Data records »

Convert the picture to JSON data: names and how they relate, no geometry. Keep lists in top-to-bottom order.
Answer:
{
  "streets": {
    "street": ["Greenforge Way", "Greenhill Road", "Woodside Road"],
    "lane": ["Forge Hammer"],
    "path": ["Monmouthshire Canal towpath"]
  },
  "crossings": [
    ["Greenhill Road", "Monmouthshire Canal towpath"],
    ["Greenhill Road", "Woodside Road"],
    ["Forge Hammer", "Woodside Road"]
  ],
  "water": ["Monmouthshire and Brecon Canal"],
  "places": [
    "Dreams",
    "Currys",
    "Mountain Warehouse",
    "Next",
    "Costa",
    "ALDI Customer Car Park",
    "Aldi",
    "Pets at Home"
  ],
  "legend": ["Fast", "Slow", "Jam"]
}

Work instruction » Above are the records; retype them all without a single difference.

Solution for this exercise »
Convert the picture to JSON data: names and how they relate, no geometry. Keep lists in top-to-bottom order.
Answer:
{
  "streets": {
    "street": ["Greenforge Way", "Greenhill Road", "Woodside Road"],
    "lane": ["Forge Hammer"],
    "path": ["Monmouthshire Canal towpath"]
  },
  "crossings": [
    ["Greenhill Road", "Monmouthshire Canal towpath"],
    ["Greenhill Road", "Woodside Road"],
    ["Forge Hammer", "Woodside Road"]
  ],
  "water": ["Monmouthshire and Brecon Canal"],
  "places": [
    "Dreams",
    "Currys",
    "Mountain Warehouse",
    "Next",
    "Costa",
    "ALDI Customer Car Park",
    "Aldi",
    "Pets at Home"
  ],
  "legend": ["Fast", "Slow", "Jam"]
}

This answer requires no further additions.